Exercise data: Begin

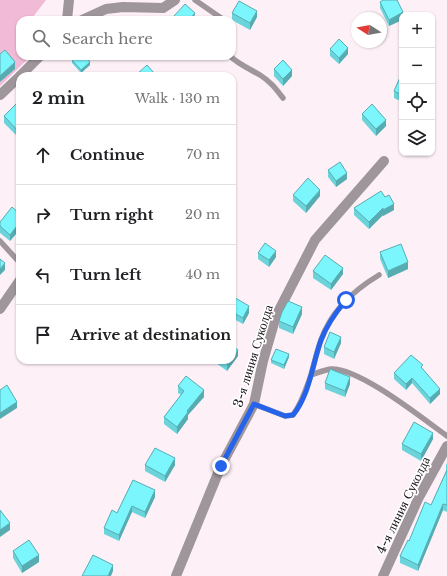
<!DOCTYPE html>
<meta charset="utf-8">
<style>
body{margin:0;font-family:"Libre Baskerville",serif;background:#f6f6f6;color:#202124}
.controls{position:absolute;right:12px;top:12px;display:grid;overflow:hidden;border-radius:8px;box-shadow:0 1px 3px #0004}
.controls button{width:36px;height:36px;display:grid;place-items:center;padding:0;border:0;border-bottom:1px solid #e0e0e0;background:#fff;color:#202124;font:20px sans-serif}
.compass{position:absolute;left:351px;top:12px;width:36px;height:36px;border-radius:50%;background:#fff;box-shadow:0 1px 3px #0004;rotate:281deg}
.stop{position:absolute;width:12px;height:12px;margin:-9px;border:3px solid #2563eb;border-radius:50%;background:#fff}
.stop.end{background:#2563eb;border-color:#fff;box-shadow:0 1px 4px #0008}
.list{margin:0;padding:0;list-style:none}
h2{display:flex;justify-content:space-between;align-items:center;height:52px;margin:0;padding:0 16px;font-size:17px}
h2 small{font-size:13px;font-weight:400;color:#757577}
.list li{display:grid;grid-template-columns:26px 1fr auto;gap:12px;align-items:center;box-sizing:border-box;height:60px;padding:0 16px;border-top:1px solid #e0e0e0}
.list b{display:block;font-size:15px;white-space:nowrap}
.list em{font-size:13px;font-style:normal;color:#757577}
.icon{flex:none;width:22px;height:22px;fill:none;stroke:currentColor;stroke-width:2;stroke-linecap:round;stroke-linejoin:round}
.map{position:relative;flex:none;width:447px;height:576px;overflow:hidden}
.search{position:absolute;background:#fff;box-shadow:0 1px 3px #0004;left:16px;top:16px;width:220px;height:44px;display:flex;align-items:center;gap:10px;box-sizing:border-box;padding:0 14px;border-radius:12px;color:#757577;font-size:15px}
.panel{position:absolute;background:#fff;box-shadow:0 1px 3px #0004;left:16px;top:72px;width:220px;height:292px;border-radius:12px}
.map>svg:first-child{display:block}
.green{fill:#f1bbd8}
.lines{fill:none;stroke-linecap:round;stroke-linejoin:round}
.service{stroke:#9f969b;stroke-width:5.5}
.minor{stroke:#9f969b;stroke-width:10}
.wall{fill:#6bd4da}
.shaded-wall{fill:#57acb1}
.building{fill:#7cf6fd;stroke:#57acb1}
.route{stroke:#2563eb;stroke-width:5}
.labels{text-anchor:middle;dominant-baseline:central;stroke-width:3.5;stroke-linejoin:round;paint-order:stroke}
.street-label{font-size:13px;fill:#191215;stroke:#fff}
</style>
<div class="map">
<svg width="447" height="576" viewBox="0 0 447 576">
<rect width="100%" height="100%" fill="#fdf0f7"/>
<path class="green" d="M0,0H46L33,17L35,20H20V56H31L0,86Z"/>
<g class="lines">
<g class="service">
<path d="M195,0L224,20"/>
<path d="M230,56C238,64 250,69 260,75C270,81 276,89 283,98"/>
<path d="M0,241L20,263"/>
<path d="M311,375C314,364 317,351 321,340C331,311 354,290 379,275"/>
<path d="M254,404L285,416L293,415C302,403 306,389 311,375C317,373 324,370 331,369C360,368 423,419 447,436"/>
</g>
<g class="minor">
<path d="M67,20L69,0"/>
<path d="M82,20L106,9L123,7L163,8L175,0"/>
<path d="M20,76L40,56"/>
<path d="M0,95L20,76"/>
<path d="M0,309L20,280"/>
<path d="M176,576L221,466L254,404L263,361L276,316L315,240L384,161"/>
<path d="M383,576L419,497L447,446"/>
</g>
</g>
<g class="wall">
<path d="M380,2L403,15H402V20L389,26L380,8Z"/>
<path d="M232,13L257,17L250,30L232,20Z"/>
<path d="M174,16L195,19L194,20H174Z"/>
<path d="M330,49L348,54L339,64L330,56Z"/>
<path d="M72,60L90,65L81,73L72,63Z"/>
<path d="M274,69L292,76L283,86L274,76Z"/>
<path d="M402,75V102L394,98V91Z"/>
<path d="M20,109L19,138L4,123V116Z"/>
<path d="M362,114L386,126L376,136L362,120Z"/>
<path d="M328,170L347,179L336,187L328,177Z"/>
<path d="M293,195L320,196L306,213L293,201Z"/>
<path d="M385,197L394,210L383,216V215L369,229L354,215V208Z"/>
<path d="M20,214V229L10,241L0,233V222Z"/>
<path d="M380,252L408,269L388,278L380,259Z"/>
<path d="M258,253L276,257L269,267L258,259Z"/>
<path d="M313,271L343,274L331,290L313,278Z"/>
<path d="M232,296L249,313L243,324L232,318Z"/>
<path d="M302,314L293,334L279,328V321Z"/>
<path d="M341,343L334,359L324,354V347Z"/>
<path d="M238,356L227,371L212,360H232Z"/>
<path d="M289,357L284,369L271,363V360Z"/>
<path d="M423,369L440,394L430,404L412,383L406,390L394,379V373Z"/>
<path d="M325,383L350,384L345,397L325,389Z"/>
<path d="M178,386L204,397L188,415V419L177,434L164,424V417L181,395L178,393Z"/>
<path d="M433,439L421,461L402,450V444Z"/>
<path d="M447,463V512L443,510L418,571L400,563V556L409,541L431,505L446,471V465Z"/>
<path d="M145,465H175L165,482L145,471Z"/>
<path d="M133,480L155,497L145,518L132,512L119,541L104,534V528L117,513Z"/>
<path d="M13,551L39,562L22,573L13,558Z"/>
</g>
<g class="shaded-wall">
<path d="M257,11V17L250,30V23Z"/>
<path d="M403,12V15H402V20L389,26V20Z"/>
<path d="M195,13L194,20H189Z"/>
<path d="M348,48V54L339,64V58Z"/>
<path d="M15,62V69L0,82V76Z"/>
<path d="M90,62V65L81,73V70Z"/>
<path d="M292,70V76L283,86V79Z"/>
<path d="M386,120V126L376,136V129Z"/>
<path d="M20,130V137L19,138V132Z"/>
<path d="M347,173V179L336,187V181Z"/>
<path d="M320,190V196L306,213V206Z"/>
<path d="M394,204V210L383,216V210Z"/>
<path d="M383,208V215L369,229V222Z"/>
<path d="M20,222V229L10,241V235Z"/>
<path d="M276,251V257L269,267V260Z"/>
<path d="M408,262V269L388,278V271Z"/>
<path d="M5,263V270L0,275V269Z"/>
<path d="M343,268V274L331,290V284Z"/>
<path d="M249,306V313L243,324V318Z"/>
<path d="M302,307V314L293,334V327Z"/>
<path d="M341,337V343L334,359V352Z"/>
<path d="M238,350V356L227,371V364L230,360H232V358Z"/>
<path d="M289,354V357L284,369V365Z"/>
<path d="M350,377V384L345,397V391Z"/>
<path d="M412,378V383L406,390V384Z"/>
<path d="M440,389V394L430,404V398Z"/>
<path d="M204,390V397L188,415V419L177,434V427L187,411Z"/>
<path d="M17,402V408L0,419V413Z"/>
<path d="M433,433V439L421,461V454Z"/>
<path d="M175,458V465L165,482V476Z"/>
<path d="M155,490V497L145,518V512Z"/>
<path d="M443,504V510L418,571V565Z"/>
<path d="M132,506V512L119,541V535Z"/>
<path d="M10,523V530L0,537V530Z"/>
<path d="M39,555V562L22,573V566Z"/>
<path d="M113,565V571L111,576H108Z"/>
</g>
<g class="building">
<path d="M383,0H397L403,12L389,20L380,2Z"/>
<path d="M239,1L257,11L250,23L232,13Z"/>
<path d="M185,4L195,13L189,20H178L174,16Z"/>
<path d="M339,39L348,48L339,58L330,49Z"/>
<path d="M5,50L15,62L0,76V54Z"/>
<path d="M76,56H85L90,62L81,70L72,60Z"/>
<path d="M283,60L292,70L283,79L274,69Z"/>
<path d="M147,65L155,74L153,76H137L136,75Z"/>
<path d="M401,75H402V95L394,91Z"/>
<path d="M16,104L20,109V130L19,132L4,116Z"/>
<path d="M372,104L386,120L376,129L362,114Z"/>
<path d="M340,162L347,173L336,181L328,170Z"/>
<path d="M308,178L320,190L306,206L293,195Z"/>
<path d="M381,191L385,197L389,195L394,204L383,210V208L369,222L354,208Z"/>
<path d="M12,207L20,214V222L10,235L0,226V222Z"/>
<path d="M265,243L276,251L269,260L258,253Z"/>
<path d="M401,244L408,262L388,271L380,252Z"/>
<path d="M325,255L343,268L331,284L313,271Z"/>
<path d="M0,259L5,263L0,269Z"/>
<path d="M232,296L249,306L243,318L232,312Z"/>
<path d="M288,301L302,307L293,327L279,321L282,312Z"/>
<path d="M330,332L341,337L334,352L324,347Z"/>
<path d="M232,346L238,350L232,358Z"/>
<path d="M276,349L289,354L284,365L271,360Z"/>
<path d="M411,355L423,365L421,367L440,389L430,398L412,378L406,384L394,373Z"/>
<path d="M221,360H230L227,364Z"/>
<path d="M330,369L350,377L345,391L325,383Z"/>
<path d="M186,376L204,390L187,411L188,412L177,427L164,417L184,391L178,386Z"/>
<path d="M7,385L17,402L0,413V390Z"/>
<path d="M414,422L433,433L421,454L402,444Z"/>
<path d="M155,448L175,458L165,476L145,465Z"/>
<path d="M447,470V505L443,504L418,565L400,556L408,540L409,541L425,502L431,505Z"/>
<path d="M133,480L155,490L145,512L132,506L119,535L104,528L112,510L117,513Z"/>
<path d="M0,510L10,523L0,530Z"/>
<path d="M29,540L39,555L22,566L13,551Z"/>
<path d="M93,555L113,565L108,576H82Z"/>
</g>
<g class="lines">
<path class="route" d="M221,466L254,404L285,416L293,415C310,394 312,365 321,340C327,325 336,312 346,300"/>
</g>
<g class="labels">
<g class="street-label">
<text transform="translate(253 356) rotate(-73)">3-я линия Суколда</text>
<text transform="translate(403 505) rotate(-64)">4-я линия Суколда</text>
</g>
</g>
</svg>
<div class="controls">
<button>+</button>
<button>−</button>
<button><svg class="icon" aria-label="locate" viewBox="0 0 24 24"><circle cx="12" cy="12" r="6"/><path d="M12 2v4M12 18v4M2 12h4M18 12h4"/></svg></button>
<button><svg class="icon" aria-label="layers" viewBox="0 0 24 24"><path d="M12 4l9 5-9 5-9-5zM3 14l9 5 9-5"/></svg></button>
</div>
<svg class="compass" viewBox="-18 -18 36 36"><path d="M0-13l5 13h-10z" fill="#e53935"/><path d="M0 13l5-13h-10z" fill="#757577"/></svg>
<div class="stop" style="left:346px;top:300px"></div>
<div class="stop end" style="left:221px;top:466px"></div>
<div class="search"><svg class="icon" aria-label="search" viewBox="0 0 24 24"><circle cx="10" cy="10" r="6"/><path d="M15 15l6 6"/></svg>Search here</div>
<section class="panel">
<h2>2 min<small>Walk · 130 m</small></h2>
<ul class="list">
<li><svg class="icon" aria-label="ahead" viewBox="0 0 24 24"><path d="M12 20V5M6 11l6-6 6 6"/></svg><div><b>Continue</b></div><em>70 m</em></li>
<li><svg class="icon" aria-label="right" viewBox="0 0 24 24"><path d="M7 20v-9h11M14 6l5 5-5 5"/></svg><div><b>Turn right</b></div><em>20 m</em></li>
<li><svg class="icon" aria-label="left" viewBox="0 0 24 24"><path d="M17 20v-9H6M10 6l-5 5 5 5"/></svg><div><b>Turn left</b></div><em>40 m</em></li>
<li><svg class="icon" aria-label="arrive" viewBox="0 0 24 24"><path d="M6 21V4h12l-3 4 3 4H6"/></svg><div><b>Arrive at destination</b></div></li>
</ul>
</section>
</div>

Exercise data: End

• Exercise instructions
Go through the material above and copy each line that has the word "compass".

• Finished exercise
.compass{position:absolute;left:351px;top:12px;width:36px;height:36px;border-radius:50%;background:#fff;box-shadow:0 1px 3px #0004;rotate:281deg}
<svg class="compass" viewBox="-18 -18 36 36"><path d="M0-13l5 13h-10z" fill="#e53935"/><path d="M0 13l5-13h-10z" fill="#757577"/></svg>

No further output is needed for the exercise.